2026-06-22Machine Learning

Machine LearningArtificial IntelligenceRobotics
AI summary

The authors address the problem of learning from very rare rewards in reinforcement learning, where feedback is only given when a task is completed. They propose a method that trains a discriminator to tell apart successful and unsuccessful attempts, then uses this to create a more continuous, helpful reward signal based on how closely the policy's behavior matches successful attempts. This gives the learning process better guidance at every step without changing what the best solution is. Their experiments on robotic tasks show that this method speeds up learning compared to using only the sparse success reward.

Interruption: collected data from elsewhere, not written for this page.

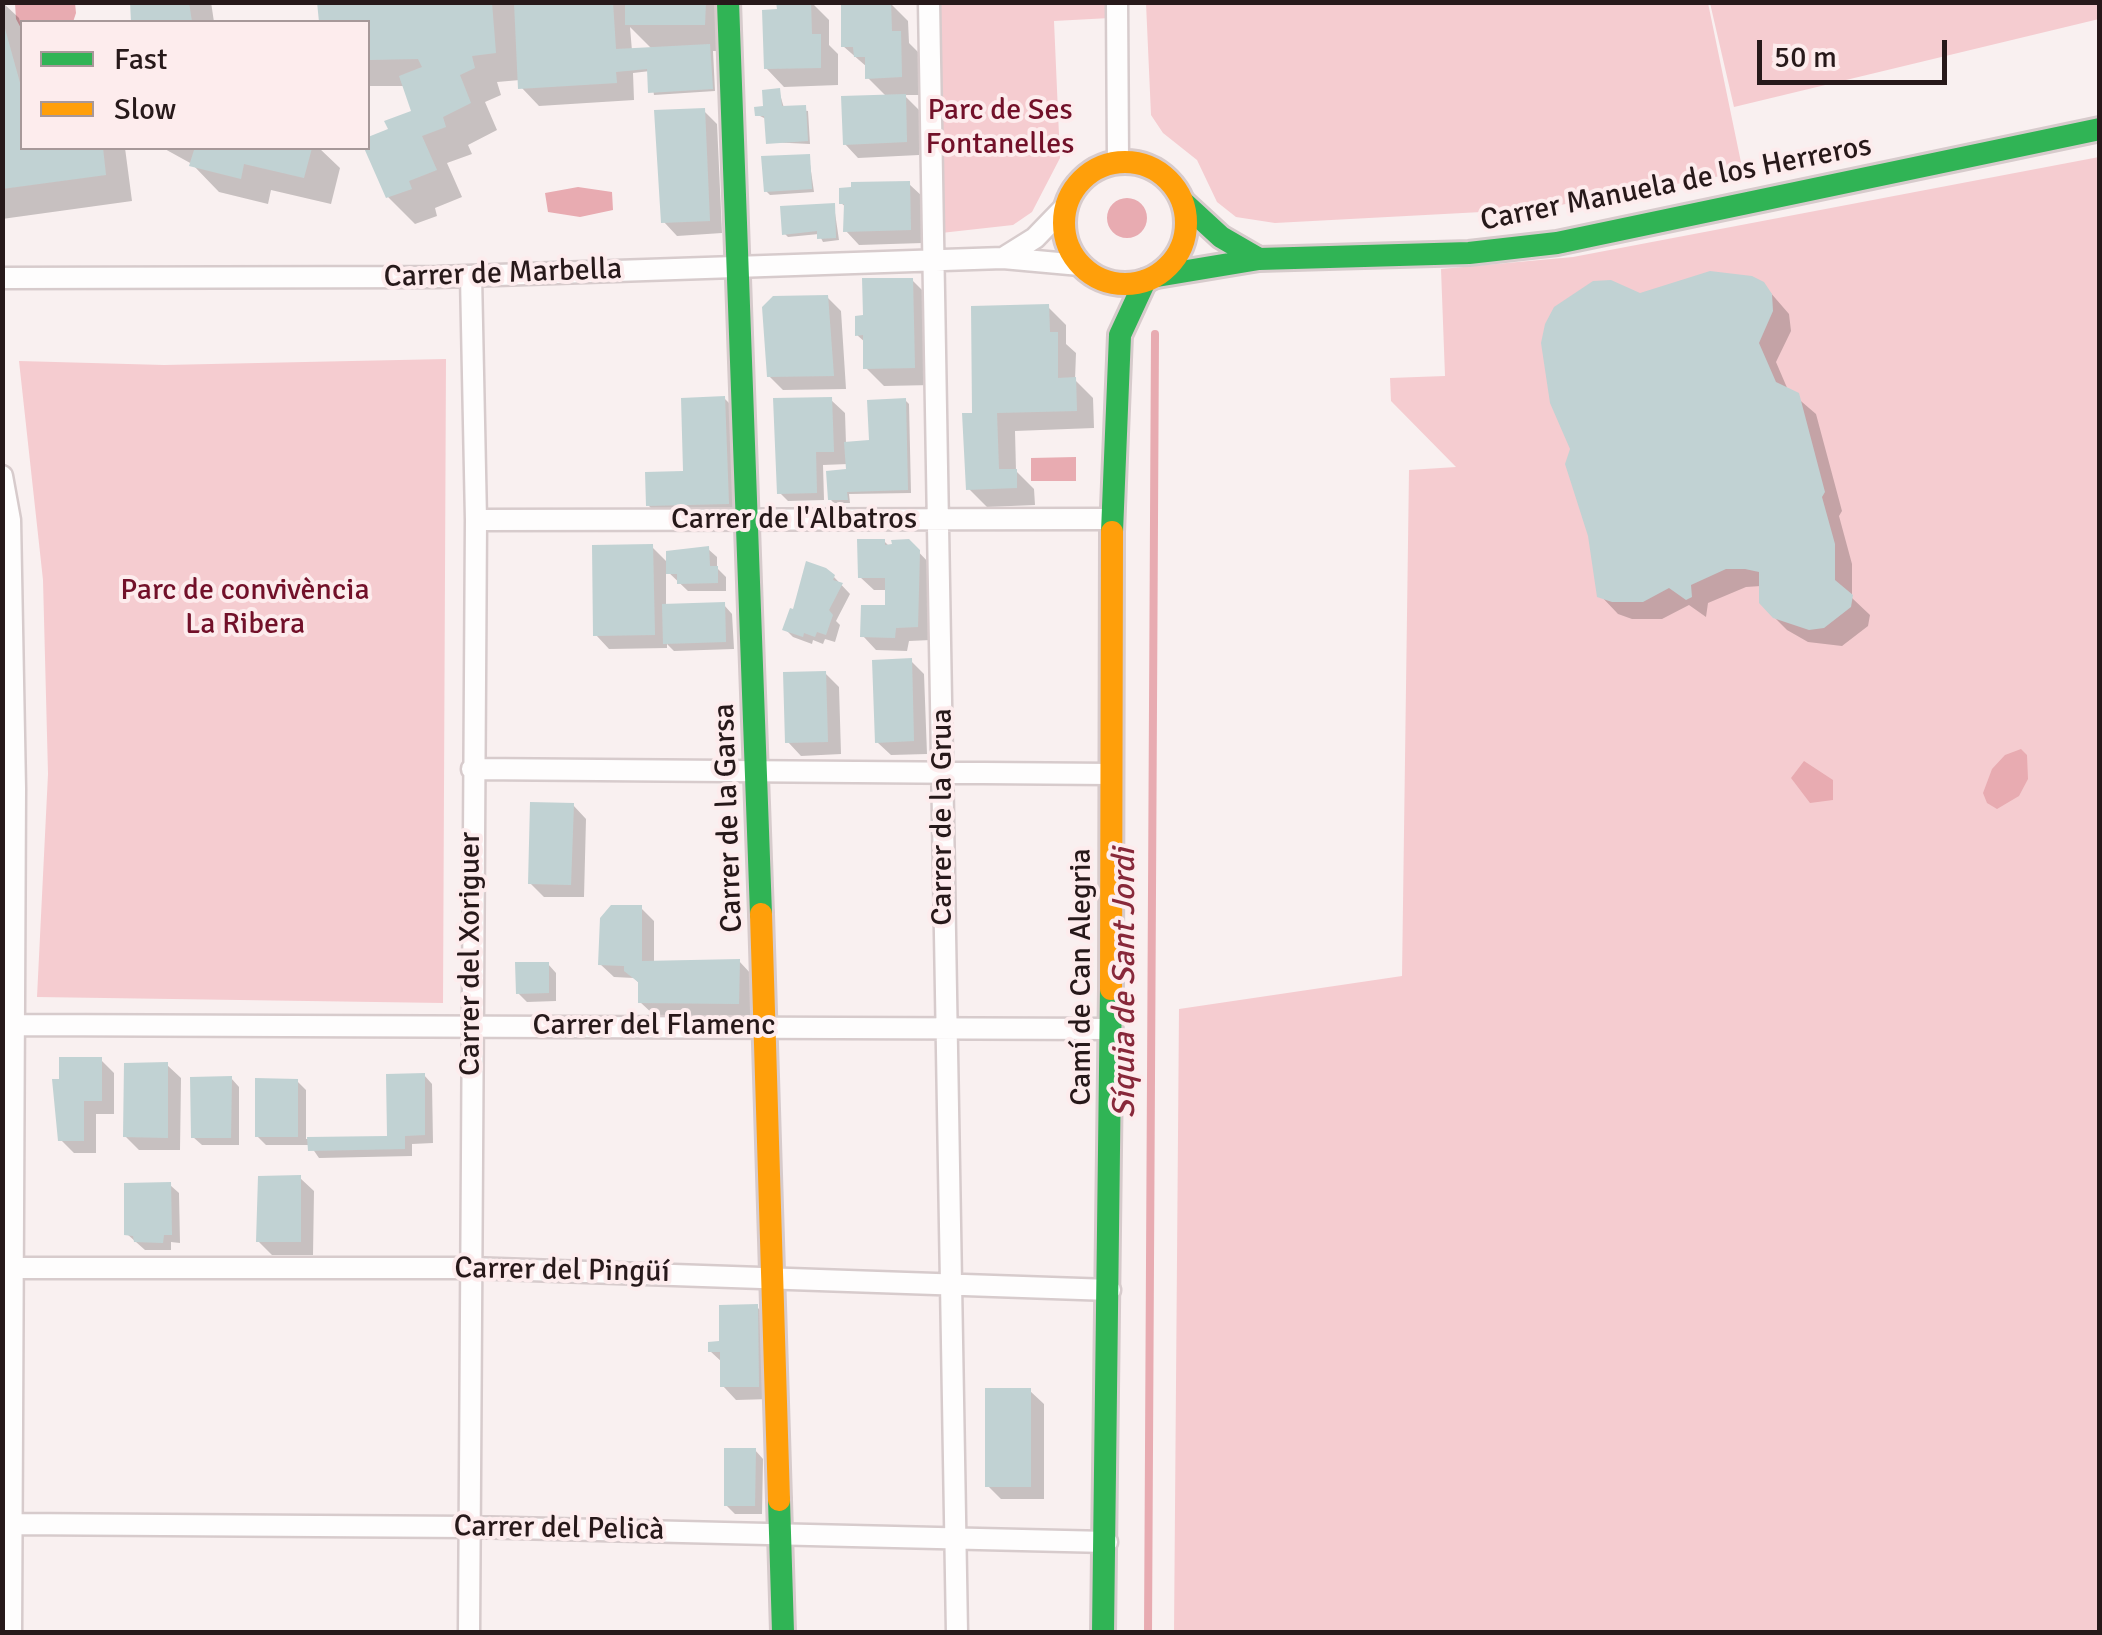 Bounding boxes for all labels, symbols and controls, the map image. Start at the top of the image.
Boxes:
legend [20,20,370,150]
scale bar [1762,20,1952,82]
text: 50 m [1774,39,1837,76]
text: Fast [114,41,167,78]
text: Slow [114,91,176,128]
park label: Parc de Ses Fontanelles [926,93,1074,164]
street label: Carrer Manuela de los Herreros [1478,128,1874,240]
street label: Carrer de Marbella [383,252,623,296]
street label: Carrer de l'Albatros [671,502,917,538]
park label: Parc de convivència La Ribera [120,573,370,644]
street label: Carrer de la Garsa [707,703,751,933]
street label: Carrer de la Grua [925,708,961,926]
street label: Carrer del Xoriguer [453,832,489,1076]
street label: Camí de Can Alegria [1064,848,1100,1106]
water label: Síquia de Sant Jordi [1107,848,1145,1118]
street label: Carrer del Flamenc [533,1008,775,1044]
street label: Carrer del Pingüí [454,1251,670,1291]
street label: Carrer del Pelicà [453,1509,665,1549] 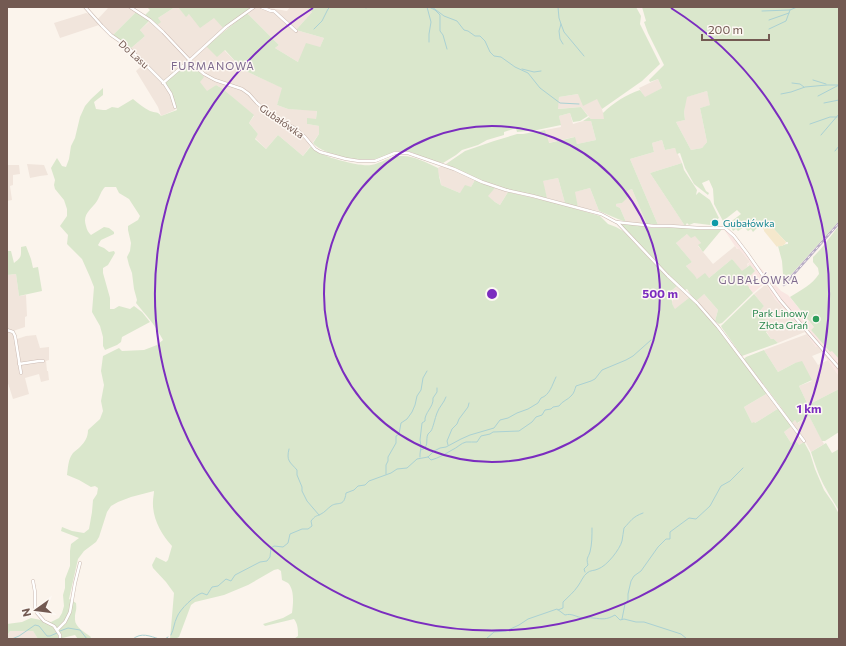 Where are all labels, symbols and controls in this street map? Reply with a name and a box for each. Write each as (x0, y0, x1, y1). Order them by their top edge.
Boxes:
scale bar (702, 16, 769, 42)
text: 200 m (708, 22, 743, 36)
street label: Do Lasu (116, 37, 152, 71)
district label: FURMANOWA (171, 59, 255, 72)
street label: Gubałówka (257, 101, 307, 141)
place label: Gubałówka (723, 217, 775, 229)
marker: Gubałówka (710, 218, 720, 228)
district label: GUBAŁÓWKA (719, 272, 799, 286)
text: 500 m (642, 286, 678, 300)
centre of rings (485, 287, 499, 301)
place label: Park Linowy Złota Grań (752, 307, 808, 331)
marker: Park Linowy Złota Grań (811, 314, 821, 324)
text: 1 km (796, 401, 822, 415)
north arrow (16, 590, 56, 630)
text: N (19, 607, 33, 618) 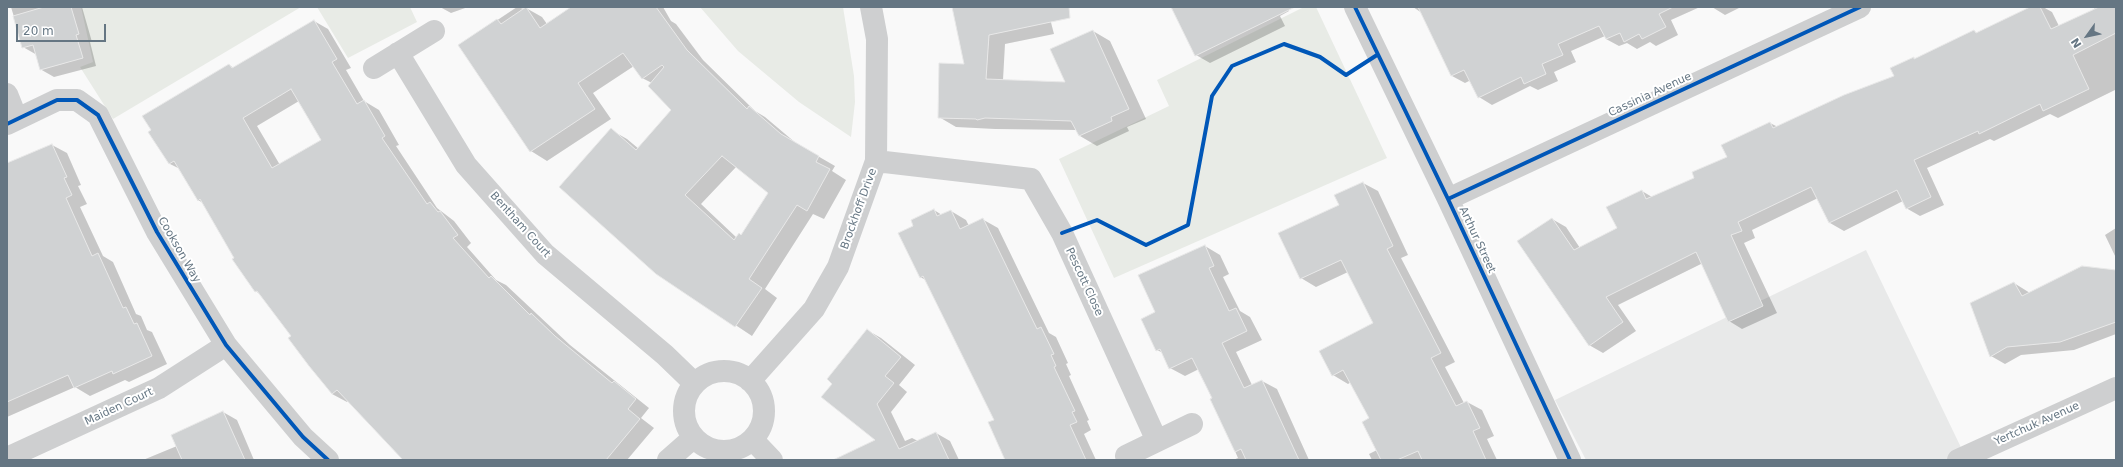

reinforcement learningsparse rewardsreward shapingcredit assignmentdiscriminatorpolicy finetuningrobotic controlstate-action visitationmanipulation tasks
Authors
Raymond Tsao, Andrew Wagenmaker, Sergey Levine
Abstract
In many modern applications of reinforcement learning (RL), the natural reward for a task of interest is inherently sparse: a reward of 0 is given everywhere except when the task is completed, when a reward of +1 is given. Training a policy to maximize such a sparse reward requires solving a challenging credit assignment problem, leading to slow or ineffective RL improvement. We propose a simple approach to transform a sparse outcome reward into a dense process reward. Our approach relies on training a discriminator to distinguish between previous successful and unsuccessful episodes, and using this discriminator to incentivize the RL-learned policy to match the state-action visitations of successful episodes, while avoiding those of unsuccessful episodes. By incentivizing the policy to match the visitations over all states, not just those that correspond to task success, this reward provides dense feedback on whether progress is being made towards task completion, and, we show, provably achieves this without changing the optimal policy. Focusing on finetuning of robotic control policies, we demonstrate that our approach leads to significantly faster RL finetuning performance on both simulated and real-world manipulation tasks, as compared to simply maximizing the sparse outcome reward.